Without exception Italian heavy-vehicle makers are angry at the Government's tardiness in raising weight limits. In 1964 it was proposed that from January 1 1965 the law would be changed to come into line with the rest of Europe to allow 16-ton-gross four-wheelers, 22-ton multi-wheel rigids, 36-ton attics and 38-ton tractor/trailer combinations. The axle weight limit was also to be raised to 10 tons and it was further proposed that from January 1 1974 the axle limit would be raised to 13 tons at the same time as maximum weights would be raised to 19 tons for four-wheelers, 26 tons for multi-wheelers and 38 tons for artics.
So far nothing has happened and the situation led Signor Minola, president of Fiat, to tell a Press conference: "The situation would be funny if it was not tragic." He added that there was no problem from a technical angle but that unfortunately the proposals had been painted as an effort to support road against rail.
But in spite of being unhappy about the introduction of weight changes Italian makers must feel quite pleased at the economic situation of the country. Production of mediumand heavy-weight trucks increased by 36 per cent in the period from January to September this year as compared with the same period in 1966. This is quite a change from the last time that Turin featured goods vehicles—in 1965—when the commercial vehicle industry was very much depressed.
Fiat dominates the Italian market yet there are no new heavies featured from this company. The new model is the 241 pick-up which is of real importance as it is likely to be the forerunner of a range including vans aimed at competing effectively with other models in the same category offered by other European manufacturers. Load capacity is 27.5cwt and comparing price in Italy (£756 including taxes) with the load capacity, the model comes out to advantage against any other similar vehicle available in the country including existing Fiat products in the same size bracket.

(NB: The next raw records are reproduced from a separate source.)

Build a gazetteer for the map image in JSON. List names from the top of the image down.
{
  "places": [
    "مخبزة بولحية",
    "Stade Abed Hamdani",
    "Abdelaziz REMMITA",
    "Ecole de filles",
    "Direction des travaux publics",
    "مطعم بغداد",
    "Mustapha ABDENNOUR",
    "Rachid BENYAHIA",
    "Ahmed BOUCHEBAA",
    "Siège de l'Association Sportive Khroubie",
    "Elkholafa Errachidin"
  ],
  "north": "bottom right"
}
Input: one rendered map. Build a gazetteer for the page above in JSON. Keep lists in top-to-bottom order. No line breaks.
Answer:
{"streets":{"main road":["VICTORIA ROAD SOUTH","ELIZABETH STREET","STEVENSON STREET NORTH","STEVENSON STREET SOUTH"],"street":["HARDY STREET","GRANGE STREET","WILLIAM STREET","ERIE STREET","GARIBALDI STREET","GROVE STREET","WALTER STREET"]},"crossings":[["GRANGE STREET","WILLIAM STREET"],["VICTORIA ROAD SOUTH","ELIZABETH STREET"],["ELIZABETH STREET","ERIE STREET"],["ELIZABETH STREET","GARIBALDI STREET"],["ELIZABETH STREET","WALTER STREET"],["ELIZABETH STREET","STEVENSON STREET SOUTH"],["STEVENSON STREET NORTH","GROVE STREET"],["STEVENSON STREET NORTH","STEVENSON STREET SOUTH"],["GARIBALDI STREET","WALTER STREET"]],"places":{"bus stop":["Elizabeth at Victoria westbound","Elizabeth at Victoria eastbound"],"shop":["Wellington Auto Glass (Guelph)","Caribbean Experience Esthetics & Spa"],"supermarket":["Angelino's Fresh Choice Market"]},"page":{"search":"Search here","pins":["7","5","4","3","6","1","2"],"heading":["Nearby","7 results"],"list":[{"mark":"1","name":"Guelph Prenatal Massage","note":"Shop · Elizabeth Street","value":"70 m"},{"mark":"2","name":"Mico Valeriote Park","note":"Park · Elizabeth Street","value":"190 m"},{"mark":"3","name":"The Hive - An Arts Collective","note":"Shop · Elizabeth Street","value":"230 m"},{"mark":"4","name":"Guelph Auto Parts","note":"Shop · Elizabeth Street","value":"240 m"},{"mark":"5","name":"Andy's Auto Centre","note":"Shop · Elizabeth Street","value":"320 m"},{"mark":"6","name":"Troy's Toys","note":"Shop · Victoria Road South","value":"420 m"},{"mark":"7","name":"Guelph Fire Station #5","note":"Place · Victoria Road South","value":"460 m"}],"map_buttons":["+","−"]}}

The 241 has a 1,438 c.c. 51 bhp net petrol engine which drives to the rear axle through a four-speed synchromesh gearbox and the well finished cab used on the model is derived from the unit used on the Fiat 238 front-wheel-drive 1-tonner. It is a little big ger and the pick-up does not have as low a floor height as the 238. Like the Fiat 1100, a false timber floor bridges full-length panels which continue the lines of the wheel boxes; the floor can be removed to provide a dropped well. The spaces under the forward extensions of the wheel boxes provide useful storage space, accessible through exterior flaps.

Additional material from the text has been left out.